É fato que, hoje, o empresário
não quer mais a privatização plena, com a aquisição total da empresa pública.
Prefere a PPP, pois por meio dela recebe dinheiro do Estado para investir e
assegura lucro excepcional, isso porque se o negócio der prejuízo o Estado paga
a conta, ou seja, o contribuinte.
É importante que a sociedade
baiana saiba dessas iniciativas do Governo do Estado e defenda o patrimônio
público. Por acreditar na capacidade do Estado em prover a população com
serviços públicos universais e de qualidade é que as entidades abaixo listadas
e o recém criado Observatório do Saneamento Básico da Bahia conclamam a
sociedade baiana para a defesa intransigente do saneamento básico público em
nosso estado.
Água é direito humano fundamental
e não pode ser transformada em mercadoria!

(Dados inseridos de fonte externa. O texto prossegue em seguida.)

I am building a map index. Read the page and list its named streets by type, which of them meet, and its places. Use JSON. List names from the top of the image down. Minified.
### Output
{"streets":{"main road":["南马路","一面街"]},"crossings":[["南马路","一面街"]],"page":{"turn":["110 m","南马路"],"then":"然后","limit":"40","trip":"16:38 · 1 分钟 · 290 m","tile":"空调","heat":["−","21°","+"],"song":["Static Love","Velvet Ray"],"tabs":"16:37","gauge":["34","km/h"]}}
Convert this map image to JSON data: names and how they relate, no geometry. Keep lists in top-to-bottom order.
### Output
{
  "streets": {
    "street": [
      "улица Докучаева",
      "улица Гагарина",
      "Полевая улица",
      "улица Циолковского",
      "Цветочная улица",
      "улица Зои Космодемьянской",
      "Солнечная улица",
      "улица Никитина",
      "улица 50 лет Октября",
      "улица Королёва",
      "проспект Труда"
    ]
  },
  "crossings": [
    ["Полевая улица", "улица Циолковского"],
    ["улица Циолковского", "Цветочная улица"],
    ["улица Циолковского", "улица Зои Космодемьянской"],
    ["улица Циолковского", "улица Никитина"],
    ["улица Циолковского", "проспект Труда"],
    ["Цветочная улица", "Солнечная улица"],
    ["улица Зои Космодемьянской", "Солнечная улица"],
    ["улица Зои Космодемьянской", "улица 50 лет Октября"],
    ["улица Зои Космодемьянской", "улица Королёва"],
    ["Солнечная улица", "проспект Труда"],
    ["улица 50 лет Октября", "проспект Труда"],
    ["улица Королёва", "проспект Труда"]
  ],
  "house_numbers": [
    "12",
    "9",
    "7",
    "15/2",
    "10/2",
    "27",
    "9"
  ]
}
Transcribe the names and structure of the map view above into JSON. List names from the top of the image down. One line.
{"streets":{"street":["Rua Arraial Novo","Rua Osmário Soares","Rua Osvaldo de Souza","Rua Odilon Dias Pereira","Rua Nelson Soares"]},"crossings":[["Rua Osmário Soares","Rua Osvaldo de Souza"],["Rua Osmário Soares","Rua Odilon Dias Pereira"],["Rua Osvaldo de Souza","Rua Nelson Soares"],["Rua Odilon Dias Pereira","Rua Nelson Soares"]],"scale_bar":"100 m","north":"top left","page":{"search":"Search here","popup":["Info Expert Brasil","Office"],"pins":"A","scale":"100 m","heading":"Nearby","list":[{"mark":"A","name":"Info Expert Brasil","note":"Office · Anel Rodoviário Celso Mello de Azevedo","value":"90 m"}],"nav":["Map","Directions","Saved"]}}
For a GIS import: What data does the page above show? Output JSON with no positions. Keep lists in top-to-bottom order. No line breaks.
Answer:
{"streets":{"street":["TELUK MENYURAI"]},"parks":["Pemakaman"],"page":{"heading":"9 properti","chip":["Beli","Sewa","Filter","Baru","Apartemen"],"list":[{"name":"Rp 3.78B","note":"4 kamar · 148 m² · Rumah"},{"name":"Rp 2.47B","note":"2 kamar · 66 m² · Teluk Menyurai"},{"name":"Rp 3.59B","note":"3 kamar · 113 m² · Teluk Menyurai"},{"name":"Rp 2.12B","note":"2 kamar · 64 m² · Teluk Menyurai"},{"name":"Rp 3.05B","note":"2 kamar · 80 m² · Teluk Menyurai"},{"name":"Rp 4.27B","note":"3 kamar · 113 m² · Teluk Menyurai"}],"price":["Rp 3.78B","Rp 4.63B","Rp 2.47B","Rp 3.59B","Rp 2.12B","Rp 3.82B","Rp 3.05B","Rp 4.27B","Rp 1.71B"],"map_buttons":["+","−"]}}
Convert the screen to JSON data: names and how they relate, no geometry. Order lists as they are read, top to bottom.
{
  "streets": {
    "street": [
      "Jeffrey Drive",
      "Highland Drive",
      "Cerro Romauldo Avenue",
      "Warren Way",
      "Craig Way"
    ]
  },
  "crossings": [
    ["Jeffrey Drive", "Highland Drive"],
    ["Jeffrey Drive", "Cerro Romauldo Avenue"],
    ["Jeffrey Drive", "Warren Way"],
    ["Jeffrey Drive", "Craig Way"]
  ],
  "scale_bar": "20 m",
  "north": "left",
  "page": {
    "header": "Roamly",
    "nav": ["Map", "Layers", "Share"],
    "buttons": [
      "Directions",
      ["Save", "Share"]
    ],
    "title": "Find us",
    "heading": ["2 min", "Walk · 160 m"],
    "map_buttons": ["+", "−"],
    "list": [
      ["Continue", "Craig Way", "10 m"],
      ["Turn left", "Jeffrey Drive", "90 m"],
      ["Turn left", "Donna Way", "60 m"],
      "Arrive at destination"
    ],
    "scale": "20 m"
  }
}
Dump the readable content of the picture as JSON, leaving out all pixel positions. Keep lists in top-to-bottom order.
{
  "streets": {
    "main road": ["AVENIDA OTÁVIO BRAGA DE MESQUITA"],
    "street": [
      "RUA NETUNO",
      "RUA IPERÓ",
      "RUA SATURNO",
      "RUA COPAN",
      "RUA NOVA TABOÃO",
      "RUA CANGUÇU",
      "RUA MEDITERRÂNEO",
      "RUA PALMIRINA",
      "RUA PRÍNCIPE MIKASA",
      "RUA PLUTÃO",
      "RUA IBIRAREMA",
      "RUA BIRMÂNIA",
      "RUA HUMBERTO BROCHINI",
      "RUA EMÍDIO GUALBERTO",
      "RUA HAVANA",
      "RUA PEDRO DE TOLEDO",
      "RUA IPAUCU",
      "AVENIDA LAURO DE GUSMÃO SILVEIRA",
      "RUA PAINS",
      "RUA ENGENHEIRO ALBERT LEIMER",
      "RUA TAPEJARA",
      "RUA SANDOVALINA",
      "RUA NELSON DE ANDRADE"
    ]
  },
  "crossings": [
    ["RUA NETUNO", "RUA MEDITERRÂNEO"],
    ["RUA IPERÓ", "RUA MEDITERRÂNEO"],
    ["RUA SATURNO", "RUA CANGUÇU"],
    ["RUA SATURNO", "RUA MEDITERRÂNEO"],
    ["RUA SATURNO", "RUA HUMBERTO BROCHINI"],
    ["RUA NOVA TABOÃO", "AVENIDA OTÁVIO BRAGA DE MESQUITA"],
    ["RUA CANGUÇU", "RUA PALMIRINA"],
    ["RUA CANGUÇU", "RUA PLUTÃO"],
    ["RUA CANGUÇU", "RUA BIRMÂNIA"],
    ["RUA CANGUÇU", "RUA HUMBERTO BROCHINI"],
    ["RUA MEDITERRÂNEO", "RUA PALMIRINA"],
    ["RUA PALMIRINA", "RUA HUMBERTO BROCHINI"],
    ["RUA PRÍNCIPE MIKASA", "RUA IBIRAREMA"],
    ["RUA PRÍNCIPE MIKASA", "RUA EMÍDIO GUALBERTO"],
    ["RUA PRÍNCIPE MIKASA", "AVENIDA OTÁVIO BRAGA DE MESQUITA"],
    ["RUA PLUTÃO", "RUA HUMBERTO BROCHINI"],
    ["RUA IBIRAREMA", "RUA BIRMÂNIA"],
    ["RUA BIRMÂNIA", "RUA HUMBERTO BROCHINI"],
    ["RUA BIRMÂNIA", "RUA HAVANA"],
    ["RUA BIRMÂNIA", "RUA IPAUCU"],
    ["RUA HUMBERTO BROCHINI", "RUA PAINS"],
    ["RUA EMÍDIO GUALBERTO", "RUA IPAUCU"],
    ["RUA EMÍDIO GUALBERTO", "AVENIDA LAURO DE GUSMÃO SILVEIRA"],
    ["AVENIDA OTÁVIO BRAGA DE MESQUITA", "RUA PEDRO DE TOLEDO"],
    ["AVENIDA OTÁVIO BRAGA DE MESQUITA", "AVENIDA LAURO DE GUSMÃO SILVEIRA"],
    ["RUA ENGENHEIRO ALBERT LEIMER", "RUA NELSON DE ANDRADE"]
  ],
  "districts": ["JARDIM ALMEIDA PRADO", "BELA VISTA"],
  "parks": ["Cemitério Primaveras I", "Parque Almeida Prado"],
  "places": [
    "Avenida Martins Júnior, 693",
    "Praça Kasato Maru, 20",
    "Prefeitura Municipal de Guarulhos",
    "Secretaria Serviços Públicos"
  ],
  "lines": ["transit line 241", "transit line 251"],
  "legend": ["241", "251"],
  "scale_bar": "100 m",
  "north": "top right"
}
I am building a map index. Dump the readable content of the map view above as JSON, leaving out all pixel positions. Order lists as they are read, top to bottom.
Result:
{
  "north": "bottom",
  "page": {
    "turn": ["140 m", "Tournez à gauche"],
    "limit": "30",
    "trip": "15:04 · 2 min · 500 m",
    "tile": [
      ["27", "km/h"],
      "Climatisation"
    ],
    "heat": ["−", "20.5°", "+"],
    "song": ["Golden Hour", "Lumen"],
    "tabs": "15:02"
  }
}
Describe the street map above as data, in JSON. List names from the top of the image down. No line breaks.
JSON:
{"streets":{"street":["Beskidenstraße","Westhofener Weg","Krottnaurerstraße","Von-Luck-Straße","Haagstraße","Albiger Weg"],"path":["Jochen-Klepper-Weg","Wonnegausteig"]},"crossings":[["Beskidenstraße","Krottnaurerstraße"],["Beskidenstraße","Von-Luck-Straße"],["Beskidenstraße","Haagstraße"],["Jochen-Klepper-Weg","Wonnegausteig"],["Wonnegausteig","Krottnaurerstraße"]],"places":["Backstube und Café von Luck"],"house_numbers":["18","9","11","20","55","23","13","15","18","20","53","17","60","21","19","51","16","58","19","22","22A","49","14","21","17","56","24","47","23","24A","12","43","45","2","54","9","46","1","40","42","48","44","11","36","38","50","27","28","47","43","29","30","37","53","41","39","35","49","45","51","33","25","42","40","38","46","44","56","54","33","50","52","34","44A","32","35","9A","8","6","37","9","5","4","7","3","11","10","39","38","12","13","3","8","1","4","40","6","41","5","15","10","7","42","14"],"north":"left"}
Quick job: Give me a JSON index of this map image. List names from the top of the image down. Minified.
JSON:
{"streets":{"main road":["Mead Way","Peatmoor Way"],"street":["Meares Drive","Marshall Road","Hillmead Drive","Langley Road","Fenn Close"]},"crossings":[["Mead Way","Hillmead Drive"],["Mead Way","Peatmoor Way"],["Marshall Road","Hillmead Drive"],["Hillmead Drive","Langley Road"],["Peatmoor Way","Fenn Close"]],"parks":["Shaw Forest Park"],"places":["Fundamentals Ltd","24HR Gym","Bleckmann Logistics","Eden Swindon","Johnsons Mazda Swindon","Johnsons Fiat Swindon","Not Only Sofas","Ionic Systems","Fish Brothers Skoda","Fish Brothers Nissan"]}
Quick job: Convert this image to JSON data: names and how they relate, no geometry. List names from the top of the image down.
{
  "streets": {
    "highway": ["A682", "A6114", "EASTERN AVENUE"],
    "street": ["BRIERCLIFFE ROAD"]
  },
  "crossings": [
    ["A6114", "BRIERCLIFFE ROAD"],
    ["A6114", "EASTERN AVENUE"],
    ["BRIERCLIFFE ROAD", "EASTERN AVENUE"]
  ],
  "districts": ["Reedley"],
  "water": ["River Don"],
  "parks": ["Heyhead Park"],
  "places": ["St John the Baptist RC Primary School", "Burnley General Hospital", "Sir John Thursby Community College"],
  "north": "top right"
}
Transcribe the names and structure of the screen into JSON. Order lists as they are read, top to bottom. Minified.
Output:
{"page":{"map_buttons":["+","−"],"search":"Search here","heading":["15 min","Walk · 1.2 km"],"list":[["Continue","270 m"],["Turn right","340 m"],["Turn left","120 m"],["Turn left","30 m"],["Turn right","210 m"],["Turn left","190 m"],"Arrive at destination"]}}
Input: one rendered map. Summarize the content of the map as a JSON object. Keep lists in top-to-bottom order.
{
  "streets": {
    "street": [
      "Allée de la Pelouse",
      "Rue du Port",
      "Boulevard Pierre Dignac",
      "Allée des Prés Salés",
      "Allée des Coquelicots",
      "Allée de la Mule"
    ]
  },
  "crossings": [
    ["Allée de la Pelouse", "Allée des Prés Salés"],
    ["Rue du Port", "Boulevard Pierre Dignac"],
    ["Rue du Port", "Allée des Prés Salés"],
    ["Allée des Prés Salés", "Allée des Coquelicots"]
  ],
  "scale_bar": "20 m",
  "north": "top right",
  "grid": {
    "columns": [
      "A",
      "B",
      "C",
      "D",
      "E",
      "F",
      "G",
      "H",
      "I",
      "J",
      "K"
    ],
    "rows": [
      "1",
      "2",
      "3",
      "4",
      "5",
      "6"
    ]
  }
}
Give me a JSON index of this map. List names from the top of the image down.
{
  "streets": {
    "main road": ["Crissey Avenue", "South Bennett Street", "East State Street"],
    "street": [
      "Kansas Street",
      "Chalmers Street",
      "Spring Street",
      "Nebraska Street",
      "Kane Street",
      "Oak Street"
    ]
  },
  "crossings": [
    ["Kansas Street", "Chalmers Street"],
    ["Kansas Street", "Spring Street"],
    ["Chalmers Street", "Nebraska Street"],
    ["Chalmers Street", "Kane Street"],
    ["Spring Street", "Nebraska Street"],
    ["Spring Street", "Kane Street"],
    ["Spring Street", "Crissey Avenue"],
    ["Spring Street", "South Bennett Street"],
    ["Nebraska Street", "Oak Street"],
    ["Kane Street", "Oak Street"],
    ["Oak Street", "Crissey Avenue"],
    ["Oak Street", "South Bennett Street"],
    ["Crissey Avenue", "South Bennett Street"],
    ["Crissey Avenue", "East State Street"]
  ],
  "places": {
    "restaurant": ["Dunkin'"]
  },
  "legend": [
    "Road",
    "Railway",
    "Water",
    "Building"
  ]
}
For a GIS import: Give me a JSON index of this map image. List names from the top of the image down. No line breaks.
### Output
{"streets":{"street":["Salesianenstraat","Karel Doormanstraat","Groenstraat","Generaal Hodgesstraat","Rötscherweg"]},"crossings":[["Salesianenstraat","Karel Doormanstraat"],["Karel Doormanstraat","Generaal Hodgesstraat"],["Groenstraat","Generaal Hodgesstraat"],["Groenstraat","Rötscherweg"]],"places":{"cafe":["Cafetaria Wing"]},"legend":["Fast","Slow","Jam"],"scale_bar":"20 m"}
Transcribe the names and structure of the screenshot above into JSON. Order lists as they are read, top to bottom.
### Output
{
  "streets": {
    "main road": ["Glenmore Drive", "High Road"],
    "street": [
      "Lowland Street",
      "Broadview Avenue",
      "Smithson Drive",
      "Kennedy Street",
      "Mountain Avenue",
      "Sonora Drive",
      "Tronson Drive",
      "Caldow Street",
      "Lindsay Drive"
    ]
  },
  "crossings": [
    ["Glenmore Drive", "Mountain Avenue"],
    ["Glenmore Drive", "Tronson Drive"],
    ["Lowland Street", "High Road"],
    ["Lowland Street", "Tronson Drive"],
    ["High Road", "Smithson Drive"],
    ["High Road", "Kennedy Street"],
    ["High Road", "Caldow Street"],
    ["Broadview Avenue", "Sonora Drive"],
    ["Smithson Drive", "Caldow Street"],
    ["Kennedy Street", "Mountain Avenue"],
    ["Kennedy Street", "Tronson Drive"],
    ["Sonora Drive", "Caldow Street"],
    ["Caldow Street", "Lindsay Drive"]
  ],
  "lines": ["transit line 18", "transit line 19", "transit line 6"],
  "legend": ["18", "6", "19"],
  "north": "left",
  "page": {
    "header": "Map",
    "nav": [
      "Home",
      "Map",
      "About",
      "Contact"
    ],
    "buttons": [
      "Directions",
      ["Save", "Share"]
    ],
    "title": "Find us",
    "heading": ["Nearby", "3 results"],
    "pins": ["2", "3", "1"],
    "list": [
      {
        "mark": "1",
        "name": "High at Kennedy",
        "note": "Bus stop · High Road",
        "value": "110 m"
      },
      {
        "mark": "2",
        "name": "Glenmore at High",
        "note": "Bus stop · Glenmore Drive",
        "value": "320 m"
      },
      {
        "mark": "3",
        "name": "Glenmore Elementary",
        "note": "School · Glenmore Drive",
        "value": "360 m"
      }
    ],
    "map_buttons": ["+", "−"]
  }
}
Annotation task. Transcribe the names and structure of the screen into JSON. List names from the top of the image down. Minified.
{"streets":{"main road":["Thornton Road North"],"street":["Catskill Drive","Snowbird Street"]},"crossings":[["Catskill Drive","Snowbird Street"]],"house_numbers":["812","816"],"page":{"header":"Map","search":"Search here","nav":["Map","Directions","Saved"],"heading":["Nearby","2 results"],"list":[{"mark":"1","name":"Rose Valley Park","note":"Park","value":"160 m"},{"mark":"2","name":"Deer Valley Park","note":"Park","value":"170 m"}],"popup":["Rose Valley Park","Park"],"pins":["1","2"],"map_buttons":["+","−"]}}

Sindicato dos Trabalhadores em
Água, Esgoto e Meio Ambiente no Estado da Bahia - SINDAE
Associação Brasileira de
Engenharia Sanitária e Ambiental/Seção Bahia - ABES/BA
Associação Nacional dos Serviços
Municipais de Saneamento – ASSEMAE
Grupo Ambientalista da Bahia –
GAMBÁ
Observatório de Saneamento Básico
da Bahia.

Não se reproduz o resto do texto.